TR2002-51

Factorized Local Appearance Models


    •  Baback Moghaddam, Xiang Zhou, "Factorized Local Appearance Models", Tech. Rep. TR2002-51, Mitsubishi Electric Research Laboratories, Cambridge, MA, August 2002.
      BibTeX TR2002-51 PDF
      • @techreport{MERL_TR2002-51,
      • author = {Baback Moghaddam, Xiang Zhou},
      • title = {Factorized Local Appearance Models},
      • institution = {MERL - Mitsubishi Electric Research Laboratories},
      • address = {Cambridge, MA 02139},
      • number = {TR2002-51},
      • month = aug,
      • year = 2002,
      • url = {https://www.merl.com/publications/TR2002-51/}
      • }
  • Research Area:

    Computer Vision

Abstract:

We propose a novel local appearance modeling method for object detection and recognition in cluttered scenes.

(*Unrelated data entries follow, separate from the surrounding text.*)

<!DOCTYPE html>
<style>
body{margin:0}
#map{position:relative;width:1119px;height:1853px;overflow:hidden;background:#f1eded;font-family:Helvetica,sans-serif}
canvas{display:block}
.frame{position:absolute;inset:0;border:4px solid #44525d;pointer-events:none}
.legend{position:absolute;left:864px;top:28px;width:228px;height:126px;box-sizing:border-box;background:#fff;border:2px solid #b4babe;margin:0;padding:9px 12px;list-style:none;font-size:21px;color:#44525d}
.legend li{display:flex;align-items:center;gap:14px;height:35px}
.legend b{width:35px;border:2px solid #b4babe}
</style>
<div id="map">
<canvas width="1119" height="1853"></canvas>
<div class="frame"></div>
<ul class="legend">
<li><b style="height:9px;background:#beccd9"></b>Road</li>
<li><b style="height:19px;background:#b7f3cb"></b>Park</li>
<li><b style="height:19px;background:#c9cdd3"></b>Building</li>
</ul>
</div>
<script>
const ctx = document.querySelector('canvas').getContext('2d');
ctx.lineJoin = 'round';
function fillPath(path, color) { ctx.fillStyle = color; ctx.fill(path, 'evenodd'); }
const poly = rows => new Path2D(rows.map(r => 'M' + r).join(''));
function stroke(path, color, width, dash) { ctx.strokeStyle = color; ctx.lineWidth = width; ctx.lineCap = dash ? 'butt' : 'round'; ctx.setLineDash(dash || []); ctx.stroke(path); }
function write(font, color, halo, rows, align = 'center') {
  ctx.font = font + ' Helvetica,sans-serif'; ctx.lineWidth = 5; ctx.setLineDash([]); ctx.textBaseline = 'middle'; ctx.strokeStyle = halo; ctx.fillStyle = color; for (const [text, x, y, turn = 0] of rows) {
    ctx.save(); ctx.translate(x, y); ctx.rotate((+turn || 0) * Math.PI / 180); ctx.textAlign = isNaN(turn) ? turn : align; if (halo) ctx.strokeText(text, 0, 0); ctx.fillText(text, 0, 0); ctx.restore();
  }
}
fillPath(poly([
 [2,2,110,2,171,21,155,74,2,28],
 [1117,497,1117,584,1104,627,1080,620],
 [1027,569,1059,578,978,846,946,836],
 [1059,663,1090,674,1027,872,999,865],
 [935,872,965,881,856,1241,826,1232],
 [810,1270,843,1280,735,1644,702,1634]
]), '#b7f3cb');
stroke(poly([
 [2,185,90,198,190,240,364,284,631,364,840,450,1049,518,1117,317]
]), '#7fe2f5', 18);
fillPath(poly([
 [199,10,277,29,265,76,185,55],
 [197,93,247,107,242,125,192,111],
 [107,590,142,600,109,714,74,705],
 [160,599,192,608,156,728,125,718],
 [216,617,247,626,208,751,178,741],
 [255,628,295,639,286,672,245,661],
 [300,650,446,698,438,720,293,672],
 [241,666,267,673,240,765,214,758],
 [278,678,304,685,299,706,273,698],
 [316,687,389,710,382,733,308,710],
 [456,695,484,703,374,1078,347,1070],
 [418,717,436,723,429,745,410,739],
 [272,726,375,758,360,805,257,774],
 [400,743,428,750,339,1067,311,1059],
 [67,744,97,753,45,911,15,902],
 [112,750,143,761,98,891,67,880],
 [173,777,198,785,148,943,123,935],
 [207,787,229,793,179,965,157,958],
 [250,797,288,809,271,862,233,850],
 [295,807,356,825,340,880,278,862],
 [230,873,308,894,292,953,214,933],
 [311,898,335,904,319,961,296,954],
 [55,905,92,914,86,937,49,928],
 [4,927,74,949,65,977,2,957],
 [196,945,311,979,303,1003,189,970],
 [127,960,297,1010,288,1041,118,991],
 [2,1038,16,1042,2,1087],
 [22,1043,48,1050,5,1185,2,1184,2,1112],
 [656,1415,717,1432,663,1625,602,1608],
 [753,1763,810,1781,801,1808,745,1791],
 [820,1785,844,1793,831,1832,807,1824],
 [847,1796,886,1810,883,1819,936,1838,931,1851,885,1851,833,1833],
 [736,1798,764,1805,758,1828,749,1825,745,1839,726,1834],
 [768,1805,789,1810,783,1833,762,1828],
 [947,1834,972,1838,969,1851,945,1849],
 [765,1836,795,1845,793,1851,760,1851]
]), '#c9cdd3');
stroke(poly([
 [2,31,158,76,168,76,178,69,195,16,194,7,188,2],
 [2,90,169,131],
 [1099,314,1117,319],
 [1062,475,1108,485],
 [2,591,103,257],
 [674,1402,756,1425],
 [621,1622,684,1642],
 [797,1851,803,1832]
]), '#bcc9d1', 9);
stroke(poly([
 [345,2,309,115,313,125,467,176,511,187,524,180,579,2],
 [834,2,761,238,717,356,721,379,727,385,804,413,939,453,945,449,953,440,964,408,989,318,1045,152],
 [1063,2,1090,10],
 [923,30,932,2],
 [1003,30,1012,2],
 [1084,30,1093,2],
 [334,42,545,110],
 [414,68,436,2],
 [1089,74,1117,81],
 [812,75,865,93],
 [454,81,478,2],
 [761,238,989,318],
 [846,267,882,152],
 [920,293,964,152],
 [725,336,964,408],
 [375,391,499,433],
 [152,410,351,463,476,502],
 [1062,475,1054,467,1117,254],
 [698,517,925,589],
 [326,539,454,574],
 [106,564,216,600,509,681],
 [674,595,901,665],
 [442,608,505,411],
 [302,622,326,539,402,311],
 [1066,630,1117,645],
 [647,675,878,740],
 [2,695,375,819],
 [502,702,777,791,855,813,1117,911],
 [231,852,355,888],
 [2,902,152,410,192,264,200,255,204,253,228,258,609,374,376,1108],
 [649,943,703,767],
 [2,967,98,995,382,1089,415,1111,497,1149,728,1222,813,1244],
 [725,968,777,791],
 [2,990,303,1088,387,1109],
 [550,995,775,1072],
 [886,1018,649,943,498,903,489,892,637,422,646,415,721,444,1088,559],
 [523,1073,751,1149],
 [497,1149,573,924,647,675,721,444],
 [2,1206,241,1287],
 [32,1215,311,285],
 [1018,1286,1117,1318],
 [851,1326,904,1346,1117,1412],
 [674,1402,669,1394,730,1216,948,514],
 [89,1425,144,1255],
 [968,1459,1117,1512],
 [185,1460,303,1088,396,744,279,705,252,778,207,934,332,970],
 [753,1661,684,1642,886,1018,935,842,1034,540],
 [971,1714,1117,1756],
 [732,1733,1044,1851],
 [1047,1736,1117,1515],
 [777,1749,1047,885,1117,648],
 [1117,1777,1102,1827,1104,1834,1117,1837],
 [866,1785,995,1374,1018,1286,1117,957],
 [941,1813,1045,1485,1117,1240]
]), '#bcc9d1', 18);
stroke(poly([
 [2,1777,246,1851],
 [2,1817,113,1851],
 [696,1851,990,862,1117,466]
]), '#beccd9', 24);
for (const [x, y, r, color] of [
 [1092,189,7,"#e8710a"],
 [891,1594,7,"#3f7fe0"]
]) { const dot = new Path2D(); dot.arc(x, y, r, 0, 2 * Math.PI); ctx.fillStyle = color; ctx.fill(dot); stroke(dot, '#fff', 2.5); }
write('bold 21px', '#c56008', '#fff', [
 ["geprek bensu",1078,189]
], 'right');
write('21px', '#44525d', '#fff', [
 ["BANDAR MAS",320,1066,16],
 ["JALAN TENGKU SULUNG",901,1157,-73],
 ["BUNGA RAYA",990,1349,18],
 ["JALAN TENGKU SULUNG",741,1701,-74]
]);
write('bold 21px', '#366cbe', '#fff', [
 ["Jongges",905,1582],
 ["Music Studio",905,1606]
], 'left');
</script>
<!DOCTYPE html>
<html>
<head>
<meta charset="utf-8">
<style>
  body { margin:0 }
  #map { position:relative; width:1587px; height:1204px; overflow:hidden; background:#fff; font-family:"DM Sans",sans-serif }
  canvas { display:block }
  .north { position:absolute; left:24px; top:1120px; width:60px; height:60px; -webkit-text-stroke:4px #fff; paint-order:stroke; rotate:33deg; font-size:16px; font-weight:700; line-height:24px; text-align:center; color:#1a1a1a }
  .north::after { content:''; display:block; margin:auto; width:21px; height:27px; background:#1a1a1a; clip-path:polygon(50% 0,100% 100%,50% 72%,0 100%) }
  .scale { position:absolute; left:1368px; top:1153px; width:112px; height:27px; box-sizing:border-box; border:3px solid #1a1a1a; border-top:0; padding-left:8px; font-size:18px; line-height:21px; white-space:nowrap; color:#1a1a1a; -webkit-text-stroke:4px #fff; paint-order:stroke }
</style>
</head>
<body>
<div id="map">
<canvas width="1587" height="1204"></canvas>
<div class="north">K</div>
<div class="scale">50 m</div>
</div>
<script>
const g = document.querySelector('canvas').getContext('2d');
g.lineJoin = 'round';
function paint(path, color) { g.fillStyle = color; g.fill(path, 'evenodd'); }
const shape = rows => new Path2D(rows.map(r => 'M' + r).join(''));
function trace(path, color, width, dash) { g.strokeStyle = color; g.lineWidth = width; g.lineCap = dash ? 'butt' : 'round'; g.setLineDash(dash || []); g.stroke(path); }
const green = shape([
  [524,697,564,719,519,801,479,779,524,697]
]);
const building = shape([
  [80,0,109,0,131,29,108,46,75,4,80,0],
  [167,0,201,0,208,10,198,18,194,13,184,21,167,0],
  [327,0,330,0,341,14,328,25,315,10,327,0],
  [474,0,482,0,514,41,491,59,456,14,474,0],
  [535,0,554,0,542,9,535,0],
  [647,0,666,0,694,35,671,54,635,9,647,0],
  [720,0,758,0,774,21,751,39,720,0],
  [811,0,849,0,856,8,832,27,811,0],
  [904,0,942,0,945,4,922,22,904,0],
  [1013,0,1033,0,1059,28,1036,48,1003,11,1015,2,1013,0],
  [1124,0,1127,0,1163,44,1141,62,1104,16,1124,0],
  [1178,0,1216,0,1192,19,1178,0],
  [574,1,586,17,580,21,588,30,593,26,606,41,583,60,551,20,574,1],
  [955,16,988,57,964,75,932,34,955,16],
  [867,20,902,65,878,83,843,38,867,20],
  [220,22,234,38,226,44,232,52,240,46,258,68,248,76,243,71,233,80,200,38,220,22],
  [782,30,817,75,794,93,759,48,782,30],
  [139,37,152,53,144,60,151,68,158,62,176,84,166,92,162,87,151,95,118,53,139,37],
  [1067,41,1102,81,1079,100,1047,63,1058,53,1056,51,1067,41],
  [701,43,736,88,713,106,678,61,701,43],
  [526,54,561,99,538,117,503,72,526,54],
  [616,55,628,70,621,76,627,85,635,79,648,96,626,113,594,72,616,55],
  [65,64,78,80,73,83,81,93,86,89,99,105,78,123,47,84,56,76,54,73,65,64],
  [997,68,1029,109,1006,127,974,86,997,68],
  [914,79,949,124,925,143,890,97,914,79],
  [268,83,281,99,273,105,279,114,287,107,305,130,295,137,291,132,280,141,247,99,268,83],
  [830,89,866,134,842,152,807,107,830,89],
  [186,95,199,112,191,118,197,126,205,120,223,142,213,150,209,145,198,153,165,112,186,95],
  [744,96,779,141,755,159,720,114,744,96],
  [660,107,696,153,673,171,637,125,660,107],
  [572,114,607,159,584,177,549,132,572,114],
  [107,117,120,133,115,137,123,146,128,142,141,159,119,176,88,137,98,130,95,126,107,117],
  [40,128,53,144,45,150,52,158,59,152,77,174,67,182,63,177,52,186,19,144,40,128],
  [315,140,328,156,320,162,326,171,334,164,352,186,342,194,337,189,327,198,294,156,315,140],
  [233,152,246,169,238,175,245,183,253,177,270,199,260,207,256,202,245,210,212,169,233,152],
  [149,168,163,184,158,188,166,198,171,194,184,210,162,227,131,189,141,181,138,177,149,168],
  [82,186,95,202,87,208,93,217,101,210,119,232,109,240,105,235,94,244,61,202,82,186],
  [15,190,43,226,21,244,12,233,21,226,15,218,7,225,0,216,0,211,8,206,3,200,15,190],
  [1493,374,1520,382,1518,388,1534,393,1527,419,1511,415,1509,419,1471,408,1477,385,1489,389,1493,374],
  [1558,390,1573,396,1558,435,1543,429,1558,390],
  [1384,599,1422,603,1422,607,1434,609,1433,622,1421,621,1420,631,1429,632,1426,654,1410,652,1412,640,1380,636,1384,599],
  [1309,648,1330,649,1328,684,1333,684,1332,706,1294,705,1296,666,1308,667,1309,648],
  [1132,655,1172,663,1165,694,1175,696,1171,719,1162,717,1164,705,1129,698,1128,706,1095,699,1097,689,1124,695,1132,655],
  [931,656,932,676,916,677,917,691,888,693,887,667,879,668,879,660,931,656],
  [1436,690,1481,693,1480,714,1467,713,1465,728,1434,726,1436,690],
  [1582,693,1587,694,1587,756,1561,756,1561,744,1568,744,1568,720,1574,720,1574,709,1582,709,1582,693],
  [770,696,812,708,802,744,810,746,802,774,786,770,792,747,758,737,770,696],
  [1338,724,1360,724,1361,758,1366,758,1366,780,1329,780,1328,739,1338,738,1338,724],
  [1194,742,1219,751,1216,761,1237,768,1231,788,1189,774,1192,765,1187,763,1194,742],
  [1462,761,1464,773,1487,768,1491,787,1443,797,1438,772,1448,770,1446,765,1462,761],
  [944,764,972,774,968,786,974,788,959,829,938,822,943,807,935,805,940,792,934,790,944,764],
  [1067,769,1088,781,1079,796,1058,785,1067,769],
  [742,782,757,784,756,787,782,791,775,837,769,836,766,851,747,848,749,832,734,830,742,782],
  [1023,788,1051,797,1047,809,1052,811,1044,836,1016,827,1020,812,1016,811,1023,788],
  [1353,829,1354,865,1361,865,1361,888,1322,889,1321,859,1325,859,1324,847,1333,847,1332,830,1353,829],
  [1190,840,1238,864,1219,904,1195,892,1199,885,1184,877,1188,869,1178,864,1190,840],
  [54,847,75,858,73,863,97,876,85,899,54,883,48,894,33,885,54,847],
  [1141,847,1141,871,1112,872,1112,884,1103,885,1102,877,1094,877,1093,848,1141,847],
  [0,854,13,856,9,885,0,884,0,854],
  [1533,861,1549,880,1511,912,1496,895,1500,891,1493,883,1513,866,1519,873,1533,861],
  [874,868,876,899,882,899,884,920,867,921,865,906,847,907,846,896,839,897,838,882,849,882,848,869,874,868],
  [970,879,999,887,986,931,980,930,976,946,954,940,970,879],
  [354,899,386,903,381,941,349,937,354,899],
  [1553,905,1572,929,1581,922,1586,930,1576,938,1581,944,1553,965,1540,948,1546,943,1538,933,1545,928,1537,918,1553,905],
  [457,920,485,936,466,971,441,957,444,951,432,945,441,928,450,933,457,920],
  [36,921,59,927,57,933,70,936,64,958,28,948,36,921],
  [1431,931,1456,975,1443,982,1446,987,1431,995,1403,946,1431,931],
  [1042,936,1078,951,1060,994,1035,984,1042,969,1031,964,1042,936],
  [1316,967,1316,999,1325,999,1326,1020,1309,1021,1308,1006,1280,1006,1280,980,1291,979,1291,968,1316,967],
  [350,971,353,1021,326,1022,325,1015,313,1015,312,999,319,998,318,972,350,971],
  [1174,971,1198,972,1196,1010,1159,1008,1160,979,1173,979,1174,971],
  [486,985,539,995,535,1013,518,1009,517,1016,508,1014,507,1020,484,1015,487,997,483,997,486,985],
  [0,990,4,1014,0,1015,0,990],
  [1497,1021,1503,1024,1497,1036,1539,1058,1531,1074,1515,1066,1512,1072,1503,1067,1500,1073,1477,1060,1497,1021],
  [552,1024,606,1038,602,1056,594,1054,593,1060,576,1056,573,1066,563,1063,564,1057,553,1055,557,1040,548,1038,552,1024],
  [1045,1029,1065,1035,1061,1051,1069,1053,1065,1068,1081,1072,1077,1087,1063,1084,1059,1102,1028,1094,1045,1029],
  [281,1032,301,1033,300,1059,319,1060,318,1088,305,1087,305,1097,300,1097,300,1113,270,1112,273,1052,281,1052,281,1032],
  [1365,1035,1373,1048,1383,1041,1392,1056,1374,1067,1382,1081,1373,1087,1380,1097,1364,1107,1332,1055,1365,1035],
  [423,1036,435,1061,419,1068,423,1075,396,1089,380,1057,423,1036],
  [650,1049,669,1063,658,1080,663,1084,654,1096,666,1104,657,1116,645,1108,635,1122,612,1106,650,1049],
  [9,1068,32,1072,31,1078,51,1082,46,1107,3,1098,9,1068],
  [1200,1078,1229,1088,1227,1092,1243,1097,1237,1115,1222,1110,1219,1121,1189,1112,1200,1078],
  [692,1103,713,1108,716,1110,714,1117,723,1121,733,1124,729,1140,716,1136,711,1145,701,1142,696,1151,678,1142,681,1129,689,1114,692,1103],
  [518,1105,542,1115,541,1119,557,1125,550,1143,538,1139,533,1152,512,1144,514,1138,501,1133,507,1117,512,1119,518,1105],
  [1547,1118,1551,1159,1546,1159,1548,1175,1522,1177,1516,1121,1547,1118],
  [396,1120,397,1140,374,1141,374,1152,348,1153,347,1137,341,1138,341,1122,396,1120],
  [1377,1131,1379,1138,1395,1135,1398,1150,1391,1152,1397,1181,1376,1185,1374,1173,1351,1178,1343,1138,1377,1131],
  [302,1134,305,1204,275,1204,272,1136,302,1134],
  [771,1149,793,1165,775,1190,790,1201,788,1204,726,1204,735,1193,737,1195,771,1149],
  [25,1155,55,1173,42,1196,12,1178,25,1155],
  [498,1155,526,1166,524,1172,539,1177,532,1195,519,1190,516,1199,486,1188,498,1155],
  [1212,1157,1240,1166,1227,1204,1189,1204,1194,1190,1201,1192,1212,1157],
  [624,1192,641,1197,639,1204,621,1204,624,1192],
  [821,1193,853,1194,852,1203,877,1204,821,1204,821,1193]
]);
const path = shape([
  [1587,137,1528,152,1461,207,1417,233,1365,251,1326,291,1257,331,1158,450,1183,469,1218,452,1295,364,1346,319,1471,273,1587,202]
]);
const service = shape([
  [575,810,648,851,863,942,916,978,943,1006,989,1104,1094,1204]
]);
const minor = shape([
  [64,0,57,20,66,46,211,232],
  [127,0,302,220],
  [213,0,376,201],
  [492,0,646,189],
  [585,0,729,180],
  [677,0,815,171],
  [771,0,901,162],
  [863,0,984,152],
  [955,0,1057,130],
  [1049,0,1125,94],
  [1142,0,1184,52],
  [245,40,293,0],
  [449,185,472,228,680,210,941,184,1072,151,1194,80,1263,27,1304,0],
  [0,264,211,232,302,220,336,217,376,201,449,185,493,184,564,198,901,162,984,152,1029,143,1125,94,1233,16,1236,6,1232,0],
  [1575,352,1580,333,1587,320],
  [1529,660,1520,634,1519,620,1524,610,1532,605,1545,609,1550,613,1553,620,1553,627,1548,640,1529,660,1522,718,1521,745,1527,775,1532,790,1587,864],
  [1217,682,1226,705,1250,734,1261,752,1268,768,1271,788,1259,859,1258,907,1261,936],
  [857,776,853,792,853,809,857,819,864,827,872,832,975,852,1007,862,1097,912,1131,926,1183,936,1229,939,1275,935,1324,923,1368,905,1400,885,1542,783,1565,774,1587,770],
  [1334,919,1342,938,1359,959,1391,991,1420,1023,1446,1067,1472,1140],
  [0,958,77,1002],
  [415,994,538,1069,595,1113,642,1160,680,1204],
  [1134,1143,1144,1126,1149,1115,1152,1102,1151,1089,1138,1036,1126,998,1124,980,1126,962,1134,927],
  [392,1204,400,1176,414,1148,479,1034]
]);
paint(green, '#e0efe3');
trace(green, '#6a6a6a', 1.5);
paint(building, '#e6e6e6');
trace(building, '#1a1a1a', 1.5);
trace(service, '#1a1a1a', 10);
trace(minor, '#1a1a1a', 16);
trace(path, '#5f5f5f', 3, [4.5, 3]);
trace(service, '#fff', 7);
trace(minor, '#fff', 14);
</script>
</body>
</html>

The approach is based on the joint distribution of local feature vectors at multiple salient points and factorization with Independent Component Analysis (ICA). The resulting non-parametric densities are simple multiplicative histograms. This leads to computationally tractable joint probability densities which can model high-order dependencies. Testing and evaluation shows that the factorized density model with spatial encoding improves modeling accuracy and outperforms global appearance models in image/object retrieval. Furthermore, experiments in detection of substantially occluded objects in cluttered scenes have demonstrated promising results.